* [Your objective]
The whole listing below is to be repeated without alteration.
** Information given follows **
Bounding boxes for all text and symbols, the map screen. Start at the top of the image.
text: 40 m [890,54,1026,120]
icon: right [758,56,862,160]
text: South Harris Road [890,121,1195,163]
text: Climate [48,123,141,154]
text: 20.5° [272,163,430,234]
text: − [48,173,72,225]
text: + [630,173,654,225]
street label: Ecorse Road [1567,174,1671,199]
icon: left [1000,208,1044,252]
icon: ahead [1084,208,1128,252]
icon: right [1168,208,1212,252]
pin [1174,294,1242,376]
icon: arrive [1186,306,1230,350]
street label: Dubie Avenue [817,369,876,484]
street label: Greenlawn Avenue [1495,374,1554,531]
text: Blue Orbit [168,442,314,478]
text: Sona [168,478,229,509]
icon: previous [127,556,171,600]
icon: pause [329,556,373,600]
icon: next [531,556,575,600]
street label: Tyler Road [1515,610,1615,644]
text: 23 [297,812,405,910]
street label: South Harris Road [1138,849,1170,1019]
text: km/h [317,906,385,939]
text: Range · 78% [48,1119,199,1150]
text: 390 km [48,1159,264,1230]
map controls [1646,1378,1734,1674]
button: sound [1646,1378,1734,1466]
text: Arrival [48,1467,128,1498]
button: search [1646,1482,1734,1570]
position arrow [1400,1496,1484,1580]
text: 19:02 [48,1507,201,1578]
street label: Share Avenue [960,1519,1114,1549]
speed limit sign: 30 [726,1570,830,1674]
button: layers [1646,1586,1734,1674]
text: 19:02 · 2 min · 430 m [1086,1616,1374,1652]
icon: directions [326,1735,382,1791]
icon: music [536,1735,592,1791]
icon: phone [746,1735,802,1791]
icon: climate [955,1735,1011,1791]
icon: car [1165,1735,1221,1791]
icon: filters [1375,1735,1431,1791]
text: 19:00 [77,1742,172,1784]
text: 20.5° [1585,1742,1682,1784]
** End of Information given **
* [Answer to the exercise]
Bounding boxes for all text and symbols, the map screen. Start at the top of the image.
text: 40 m [890,54,1026,120]
icon: right [758,56,862,160]
text: South Harris Road [890,121,1195,163]
text: Climate [48,123,141,154]
text: 20.5° [272,163,430,234]
text: − [48,173,72,225]
text: + [630,173,654,225]
street label: Ecorse Road [1567,174,1671,199]
icon: left [1000,208,1044,252]
icon: ahead [1084,208,1128,252]
icon: right [1168,208,1212,252]
pin [1174,294,1242,376]
icon: arrive [1186,306,1230,350]
street label: Dubie Avenue [817,369,876,484]
street label: Greenlawn Avenue [1495,374,1554,531]
text: Blue Orbit [168,442,314,478]
text: Sona [168,478,229,509]
icon: previous [127,556,171,600]
icon: pause [329,556,373,600]
icon: next [531,556,575,600]
street label: Tyler Road [1515,610,1615,644]
text: 23 [297,812,405,910]
street label: South Harris Road [1138,849,1170,1019]
text: km/h [317,906,385,939]
text: Range · 78% [48,1119,199,1150]
text: 390 km [48,1159,264,1230]
map controls [1646,1378,1734,1674]
button: sound [1646,1378,1734,1466]
text: Arrival [48,1467,128,1498]
button: search [1646,1482,1734,1570]
position arrow [1400,1496,1484,1580]
text: 19:02 [48,1507,201,1578]
street label: Share Avenue [960,1519,1114,1549]
speed limit sign: 30 [726,1570,830,1674]
button: layers [1646,1586,1734,1674]
text: 19:02 · 2 min · 430 m [1086,1616,1374,1652]
icon: directions [326,1735,382,1791]
icon: music [536,1735,592,1791]
icon: phone [746,1735,802,1791]
icon: climate [955,1735,1011,1791]
icon: car [1165,1735,1221,1791]
icon: filters [1375,1735,1431,1791]
text: 19:00 [77,1742,172,1784]
text: 20.5° [1585,1742,1682,1784]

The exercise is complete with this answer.